- **Exercise objective**
Your task is to count the lines of the entries below that include the word "leaving" and to give only the resulting number.

=== Supplied records ===

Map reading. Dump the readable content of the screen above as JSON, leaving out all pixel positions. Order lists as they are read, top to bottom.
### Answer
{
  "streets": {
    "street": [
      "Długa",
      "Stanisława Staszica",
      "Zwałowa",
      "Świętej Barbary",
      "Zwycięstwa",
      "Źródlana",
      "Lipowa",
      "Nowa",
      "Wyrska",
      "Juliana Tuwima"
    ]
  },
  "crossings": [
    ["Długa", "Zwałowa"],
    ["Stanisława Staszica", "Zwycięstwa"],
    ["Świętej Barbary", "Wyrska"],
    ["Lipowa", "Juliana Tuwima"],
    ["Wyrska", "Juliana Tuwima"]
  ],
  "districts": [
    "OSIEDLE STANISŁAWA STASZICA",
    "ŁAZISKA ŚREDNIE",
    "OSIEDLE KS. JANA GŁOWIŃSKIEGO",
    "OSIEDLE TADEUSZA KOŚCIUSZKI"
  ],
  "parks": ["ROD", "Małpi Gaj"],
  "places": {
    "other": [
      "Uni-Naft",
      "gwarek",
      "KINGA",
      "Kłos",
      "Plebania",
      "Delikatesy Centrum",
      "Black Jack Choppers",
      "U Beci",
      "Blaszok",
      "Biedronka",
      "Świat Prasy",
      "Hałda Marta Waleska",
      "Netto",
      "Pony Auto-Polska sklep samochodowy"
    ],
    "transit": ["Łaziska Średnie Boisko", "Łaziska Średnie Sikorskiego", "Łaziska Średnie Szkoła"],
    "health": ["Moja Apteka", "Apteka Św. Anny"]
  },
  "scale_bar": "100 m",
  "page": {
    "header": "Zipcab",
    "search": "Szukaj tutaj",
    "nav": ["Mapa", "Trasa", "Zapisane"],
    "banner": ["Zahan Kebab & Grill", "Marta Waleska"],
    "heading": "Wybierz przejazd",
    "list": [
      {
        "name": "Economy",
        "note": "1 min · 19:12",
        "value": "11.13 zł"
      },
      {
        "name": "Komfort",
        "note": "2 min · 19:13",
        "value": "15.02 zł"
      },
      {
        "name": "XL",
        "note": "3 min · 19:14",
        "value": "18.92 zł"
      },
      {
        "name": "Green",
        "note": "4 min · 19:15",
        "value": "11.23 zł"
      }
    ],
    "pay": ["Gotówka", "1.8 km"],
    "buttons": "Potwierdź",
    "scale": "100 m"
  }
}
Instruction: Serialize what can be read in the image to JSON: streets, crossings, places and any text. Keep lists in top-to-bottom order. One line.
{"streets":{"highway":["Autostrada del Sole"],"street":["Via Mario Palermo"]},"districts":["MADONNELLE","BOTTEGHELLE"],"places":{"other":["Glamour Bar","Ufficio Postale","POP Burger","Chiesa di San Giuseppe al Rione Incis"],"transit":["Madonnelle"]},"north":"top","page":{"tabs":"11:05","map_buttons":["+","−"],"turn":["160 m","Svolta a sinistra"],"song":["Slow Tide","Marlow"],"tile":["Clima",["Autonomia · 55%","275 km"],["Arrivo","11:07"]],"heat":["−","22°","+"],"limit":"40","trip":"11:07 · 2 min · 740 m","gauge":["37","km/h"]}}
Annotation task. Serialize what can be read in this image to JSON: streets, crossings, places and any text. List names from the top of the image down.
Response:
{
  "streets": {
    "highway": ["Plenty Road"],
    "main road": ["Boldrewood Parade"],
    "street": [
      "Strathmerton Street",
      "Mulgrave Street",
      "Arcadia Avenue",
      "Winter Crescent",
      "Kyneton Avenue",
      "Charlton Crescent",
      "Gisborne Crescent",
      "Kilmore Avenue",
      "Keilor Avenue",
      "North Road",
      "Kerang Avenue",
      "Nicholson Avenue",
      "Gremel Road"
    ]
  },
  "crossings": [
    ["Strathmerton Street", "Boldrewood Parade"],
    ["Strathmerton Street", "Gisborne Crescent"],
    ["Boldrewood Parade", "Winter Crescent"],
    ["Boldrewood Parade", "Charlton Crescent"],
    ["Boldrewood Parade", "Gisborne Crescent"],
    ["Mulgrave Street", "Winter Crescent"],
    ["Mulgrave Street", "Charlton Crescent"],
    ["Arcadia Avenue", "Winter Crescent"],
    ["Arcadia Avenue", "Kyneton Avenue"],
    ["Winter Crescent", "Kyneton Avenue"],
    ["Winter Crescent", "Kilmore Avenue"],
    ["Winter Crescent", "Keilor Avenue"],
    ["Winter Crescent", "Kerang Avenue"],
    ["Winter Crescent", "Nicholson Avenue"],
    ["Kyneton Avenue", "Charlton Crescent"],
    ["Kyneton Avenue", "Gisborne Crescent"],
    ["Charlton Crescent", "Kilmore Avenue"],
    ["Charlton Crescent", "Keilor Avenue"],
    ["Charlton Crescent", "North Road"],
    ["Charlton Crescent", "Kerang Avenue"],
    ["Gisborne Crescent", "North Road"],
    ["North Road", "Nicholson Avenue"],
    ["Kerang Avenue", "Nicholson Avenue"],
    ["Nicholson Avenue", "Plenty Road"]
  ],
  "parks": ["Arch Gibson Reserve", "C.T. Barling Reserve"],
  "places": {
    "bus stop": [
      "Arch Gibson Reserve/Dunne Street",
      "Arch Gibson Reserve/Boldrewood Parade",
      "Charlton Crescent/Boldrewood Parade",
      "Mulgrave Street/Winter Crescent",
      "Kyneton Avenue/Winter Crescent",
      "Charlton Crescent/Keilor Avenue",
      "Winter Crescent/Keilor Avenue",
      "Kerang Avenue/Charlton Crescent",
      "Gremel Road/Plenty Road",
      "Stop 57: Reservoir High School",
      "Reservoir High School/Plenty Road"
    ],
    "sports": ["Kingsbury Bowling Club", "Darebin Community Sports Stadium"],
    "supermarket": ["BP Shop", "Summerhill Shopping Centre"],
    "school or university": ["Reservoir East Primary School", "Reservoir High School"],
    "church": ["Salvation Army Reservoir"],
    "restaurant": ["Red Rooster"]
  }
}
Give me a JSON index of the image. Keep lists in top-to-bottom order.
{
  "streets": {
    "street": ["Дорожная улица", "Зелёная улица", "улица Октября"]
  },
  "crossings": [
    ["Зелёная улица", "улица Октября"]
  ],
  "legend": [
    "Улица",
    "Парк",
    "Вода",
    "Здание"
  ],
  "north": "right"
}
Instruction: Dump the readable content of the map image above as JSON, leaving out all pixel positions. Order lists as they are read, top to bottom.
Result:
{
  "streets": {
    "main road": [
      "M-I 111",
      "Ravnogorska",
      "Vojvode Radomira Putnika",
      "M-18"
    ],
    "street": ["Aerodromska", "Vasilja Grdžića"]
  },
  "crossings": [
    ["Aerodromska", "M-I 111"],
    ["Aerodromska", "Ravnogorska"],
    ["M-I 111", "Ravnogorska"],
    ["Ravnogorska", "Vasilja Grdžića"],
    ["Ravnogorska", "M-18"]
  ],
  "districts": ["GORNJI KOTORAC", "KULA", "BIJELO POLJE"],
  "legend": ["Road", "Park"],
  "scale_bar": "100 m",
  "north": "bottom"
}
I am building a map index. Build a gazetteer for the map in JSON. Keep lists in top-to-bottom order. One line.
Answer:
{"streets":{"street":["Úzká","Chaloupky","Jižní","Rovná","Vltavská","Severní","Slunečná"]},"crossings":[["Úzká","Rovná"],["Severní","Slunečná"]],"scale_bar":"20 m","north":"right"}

===

- **Solved problem**
2